Problem statement:
Would you please transcribe the data in full and exactly, excluding images?

Collection entries
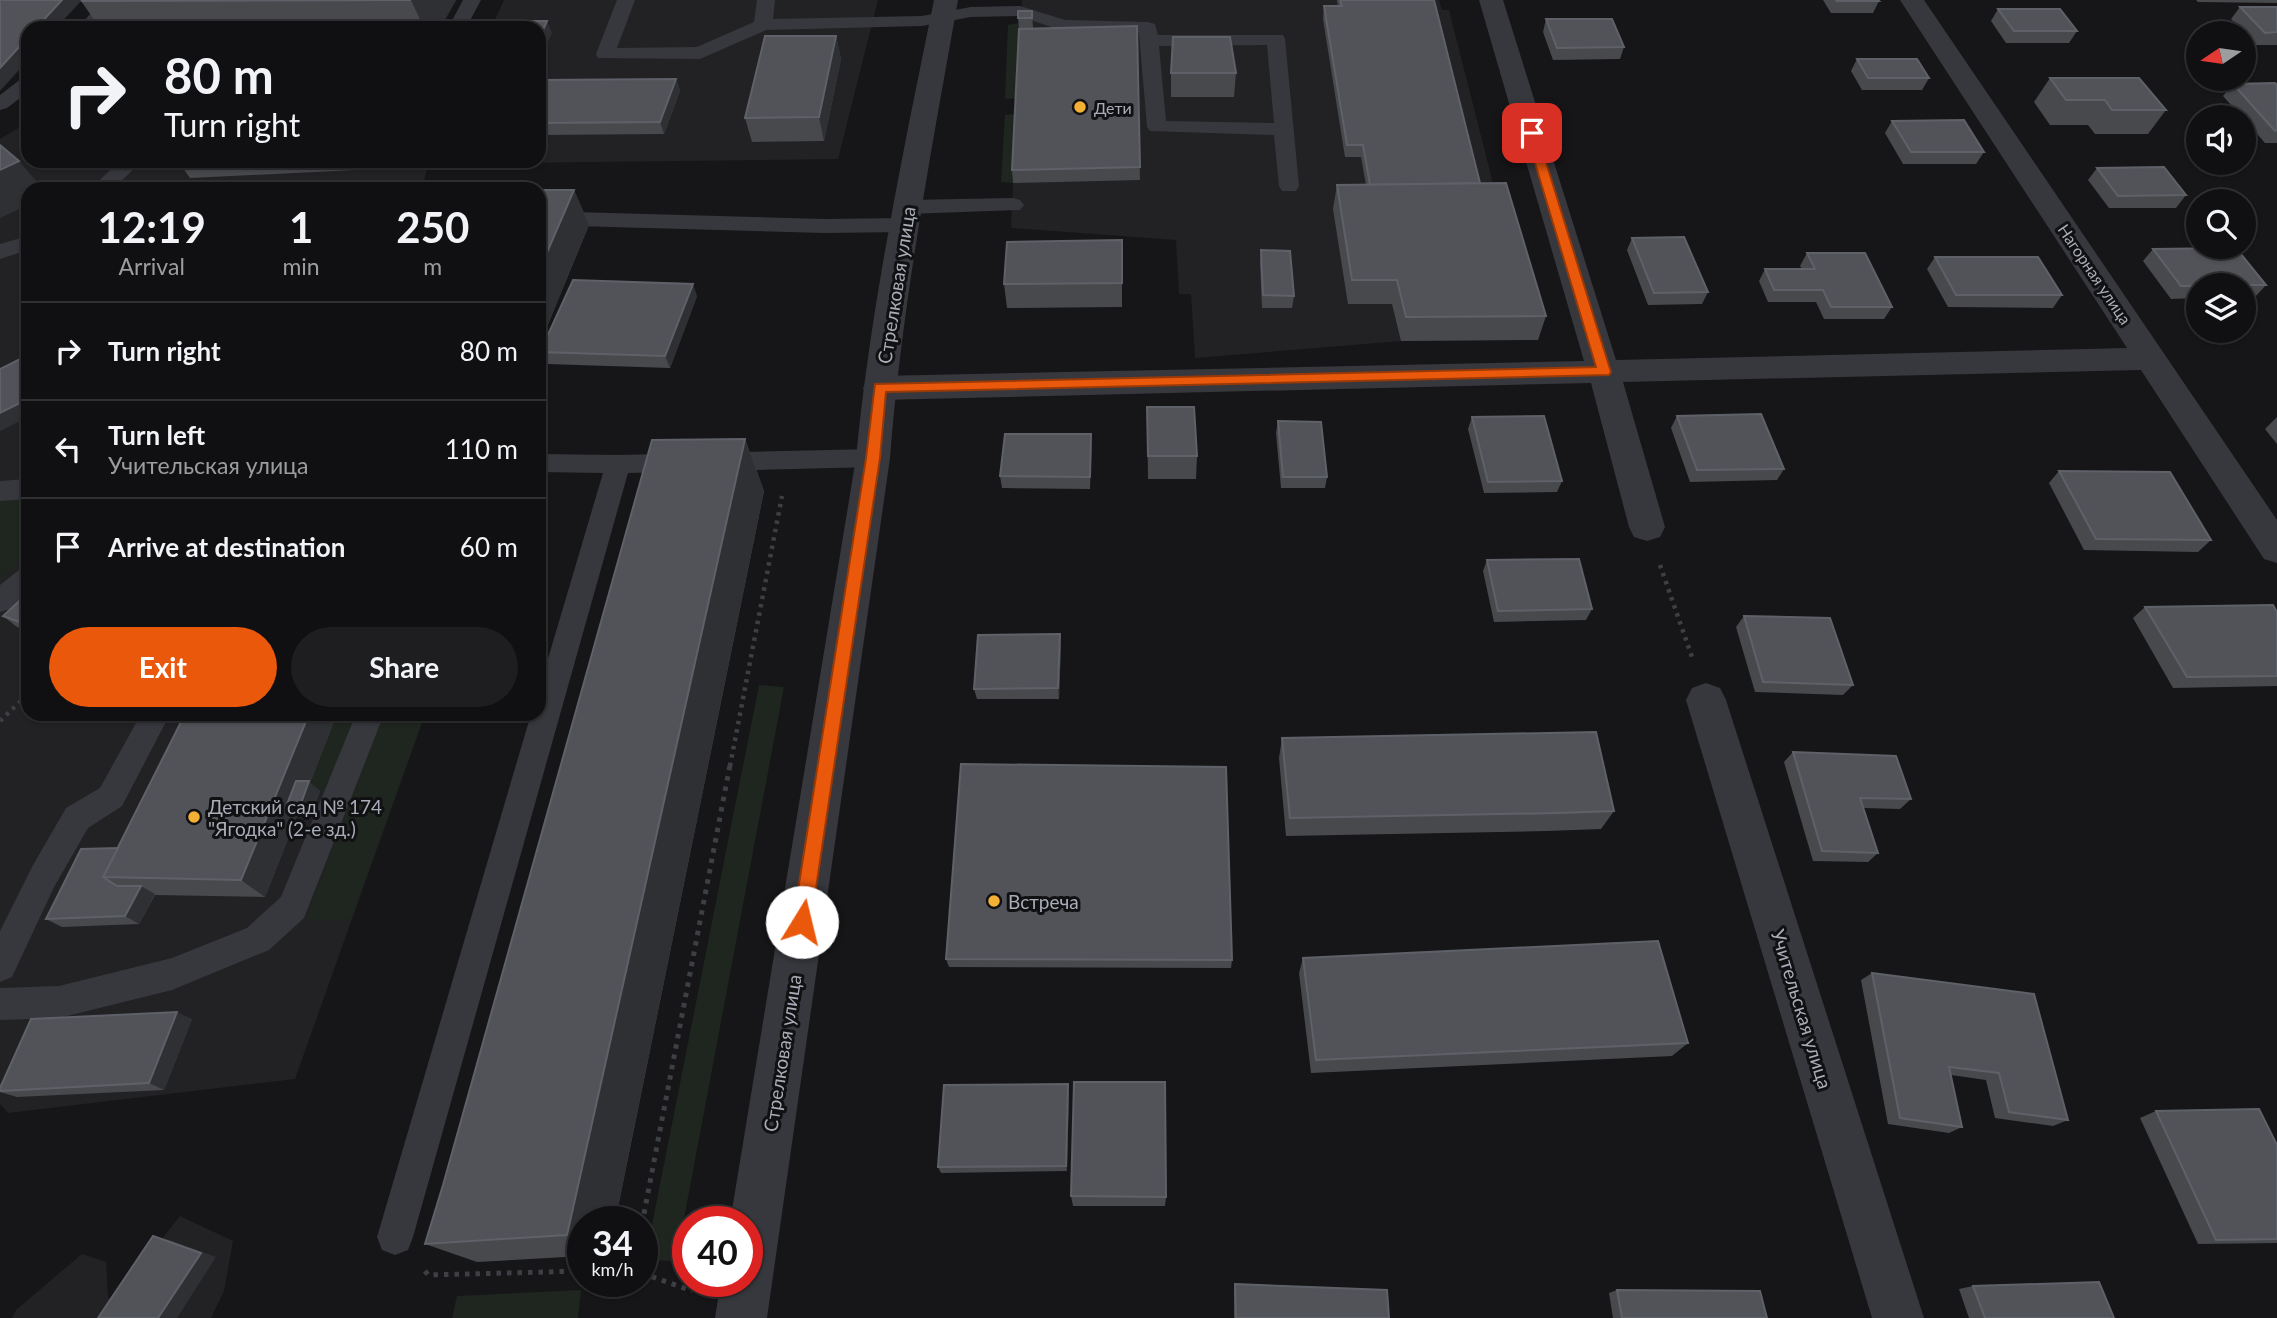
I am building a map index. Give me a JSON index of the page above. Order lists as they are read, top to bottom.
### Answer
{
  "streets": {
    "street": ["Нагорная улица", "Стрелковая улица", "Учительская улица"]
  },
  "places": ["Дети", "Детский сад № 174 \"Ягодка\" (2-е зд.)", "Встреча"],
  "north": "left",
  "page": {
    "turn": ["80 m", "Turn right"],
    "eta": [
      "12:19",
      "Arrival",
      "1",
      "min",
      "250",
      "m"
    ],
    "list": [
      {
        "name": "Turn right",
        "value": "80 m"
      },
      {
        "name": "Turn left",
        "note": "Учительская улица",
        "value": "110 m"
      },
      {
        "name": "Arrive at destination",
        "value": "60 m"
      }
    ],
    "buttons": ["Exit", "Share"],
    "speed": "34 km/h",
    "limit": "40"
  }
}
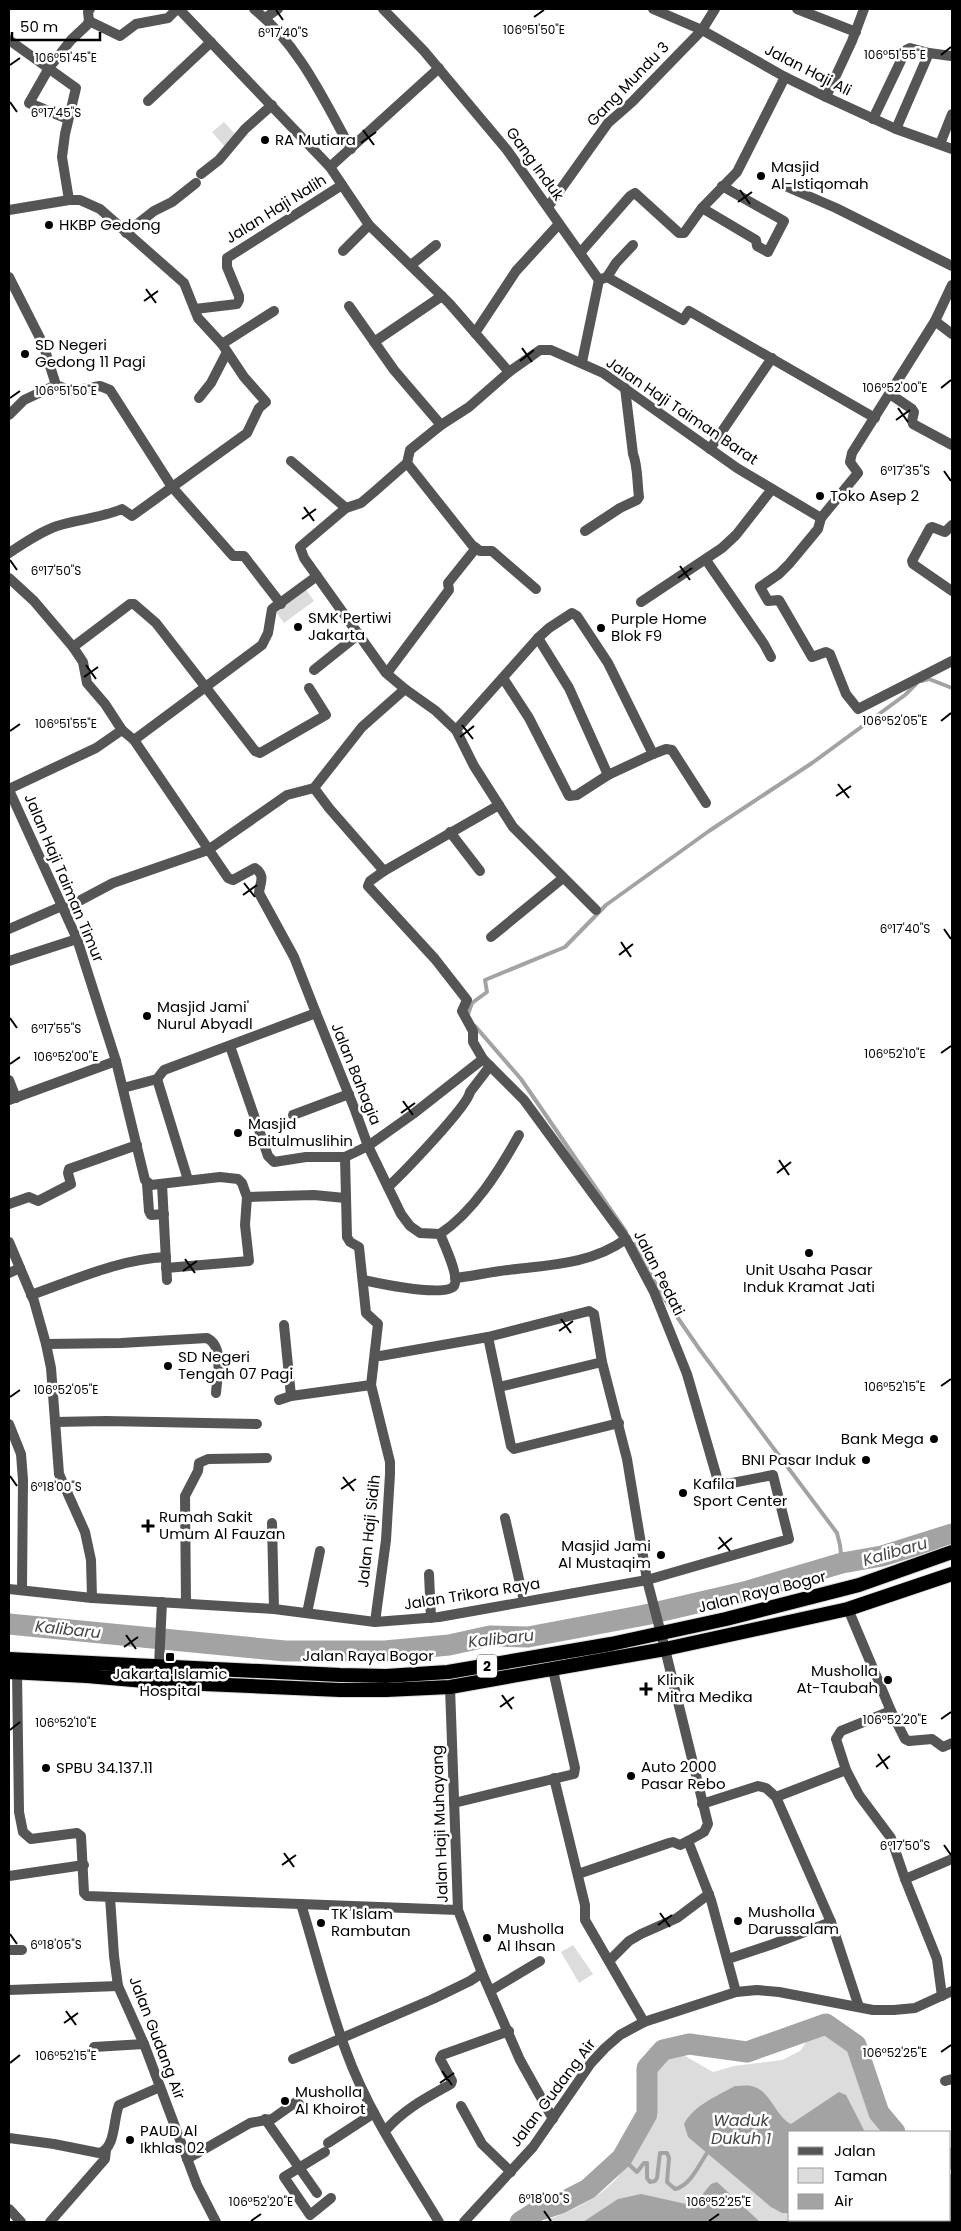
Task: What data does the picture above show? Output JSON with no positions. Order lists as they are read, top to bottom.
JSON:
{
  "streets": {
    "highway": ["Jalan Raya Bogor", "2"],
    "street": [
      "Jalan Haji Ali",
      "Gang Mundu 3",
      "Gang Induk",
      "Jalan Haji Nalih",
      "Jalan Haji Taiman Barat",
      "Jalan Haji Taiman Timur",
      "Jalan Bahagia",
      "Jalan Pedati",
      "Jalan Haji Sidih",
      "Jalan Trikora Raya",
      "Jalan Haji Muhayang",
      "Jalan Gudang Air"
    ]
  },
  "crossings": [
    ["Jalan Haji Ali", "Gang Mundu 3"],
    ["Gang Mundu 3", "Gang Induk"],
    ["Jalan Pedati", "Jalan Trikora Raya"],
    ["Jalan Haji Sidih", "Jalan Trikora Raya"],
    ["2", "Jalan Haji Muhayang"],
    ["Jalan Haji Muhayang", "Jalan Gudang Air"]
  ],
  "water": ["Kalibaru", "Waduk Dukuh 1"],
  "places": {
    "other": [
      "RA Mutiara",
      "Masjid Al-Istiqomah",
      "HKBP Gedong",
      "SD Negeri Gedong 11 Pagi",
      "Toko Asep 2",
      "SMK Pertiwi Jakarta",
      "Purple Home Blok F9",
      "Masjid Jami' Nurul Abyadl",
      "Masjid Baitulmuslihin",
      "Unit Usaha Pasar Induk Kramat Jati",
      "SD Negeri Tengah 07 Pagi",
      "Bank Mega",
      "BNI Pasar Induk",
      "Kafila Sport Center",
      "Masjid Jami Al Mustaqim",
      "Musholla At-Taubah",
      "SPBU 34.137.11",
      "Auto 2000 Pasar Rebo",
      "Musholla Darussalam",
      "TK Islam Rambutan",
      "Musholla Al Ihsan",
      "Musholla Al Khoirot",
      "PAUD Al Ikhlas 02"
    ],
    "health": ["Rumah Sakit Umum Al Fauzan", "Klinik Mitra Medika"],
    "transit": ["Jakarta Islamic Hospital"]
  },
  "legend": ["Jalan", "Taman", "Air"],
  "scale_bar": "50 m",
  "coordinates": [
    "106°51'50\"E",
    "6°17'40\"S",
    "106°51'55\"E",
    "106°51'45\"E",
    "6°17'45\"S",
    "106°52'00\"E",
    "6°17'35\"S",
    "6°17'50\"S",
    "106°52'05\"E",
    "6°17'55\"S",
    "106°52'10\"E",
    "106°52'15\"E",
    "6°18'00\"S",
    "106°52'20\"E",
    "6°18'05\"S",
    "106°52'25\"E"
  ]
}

Reply to the exercise:
I am building a map index. Give me a JSON index of the page above. Order lists as they are read, top to bottom.
### Answer
{
  "streets": {
    "street": ["Нагорная улица", "Стрелковая улица", "Учительская улица"]
  },
  "places": ["Дети", "Детский сад № 174 \"Ягодка\" (2-е зд.)", "Встреча"],
  "north": "left",
  "page": {
    "turn": ["80 m", "Turn right"],
    "eta": [
      "12:19",
      "Arrival",
      "1",
      "min",
      "250",
      "m"
    ],
    "list": [
      {
        "name": "Turn right",
        "value": "80 m"
      },
      {
        "name": "Turn left",
        "note": "Учительская улица",
        "value": "110 m"
      },
      {
        "name": "Arrive at destination",
        "value": "60 m"
      }
    ],
    "buttons": ["Exit", "Share"],
    "speed": "34 km/h",
    "limit": "40"
  }
}
Task: What data does the picture above show? Output JSON with no positions. Order lists as they are read, top to bottom.
JSON:
{
  "streets": {
    "highway": ["Jalan Raya Bogor", "2"],
    "street": [
      "Jalan Haji Ali",
      "Gang Mundu 3",
      "Gang Induk",
      "Jalan Haji Nalih",
      "Jalan Haji Taiman Barat",
      "Jalan Haji Taiman Timur",
      "Jalan Bahagia",
      "Jalan Pedati",
      "Jalan Haji Sidih",
      "Jalan Trikora Raya",
      "Jalan Haji Muhayang",
      "Jalan Gudang Air"
    ]
  },
  "crossings": [
    ["Jalan Haji Ali", "Gang Mundu 3"],
    ["Gang Mundu 3", "Gang Induk"],
    ["Jalan Pedati", "Jalan Trikora Raya"],
    ["Jalan Haji Sidih", "Jalan Trikora Raya"],
    ["2", "Jalan Haji Muhayang"],
    ["Jalan Haji Muhayang", "Jalan Gudang Air"]
  ],
  "water": ["Kalibaru", "Waduk Dukuh 1"],
  "places": {
    "other": [
      "RA Mutiara",
      "Masjid Al-Istiqomah",
      "HKBP Gedong",
      "SD Negeri Gedong 11 Pagi",
      "Toko Asep 2",
      "SMK Pertiwi Jakarta",
      "Purple Home Blok F9",
      "Masjid Jami' Nurul Abyadl",
      "Masjid Baitulmuslihin",
      "Unit Usaha Pasar Induk Kramat Jati",
      "SD Negeri Tengah 07 Pagi",
      "Bank Mega",
      "BNI Pasar Induk",
      "Kafila Sport Center",
      "Masjid Jami Al Mustaqim",
      "Musholla At-Taubah",
      "SPBU 34.137.11",
      "Auto 2000 Pasar Rebo",
      "Musholla Darussalam",
      "TK Islam Rambutan",
      "Musholla Al Ihsan",
      "Musholla Al Khoirot",
      "PAUD Al Ikhlas 02"
    ],
    "health": ["Rumah Sakit Umum Al Fauzan", "Klinik Mitra Medika"],
    "transit": ["Jakarta Islamic Hospital"]
  },
  "legend": ["Jalan", "Taman", "Air"],
  "scale_bar": "50 m",
  "coordinates": [
    "106°51'50\"E",
    "6°17'40\"S",
    "106°51'55\"E",
    "106°51'45\"E",
    "6°17'45\"S",
    "106°52'00\"E",
    "6°17'35\"S",
    "6°17'50\"S",
    "106°52'05\"E",
    "6°17'55\"S",
    "106°52'10\"E",
    "106°52'15\"E",
    "6°18'00\"S",
    "106°52'20\"E",
    "6°18'05\"S",
    "106°52'25\"E"
  ]
}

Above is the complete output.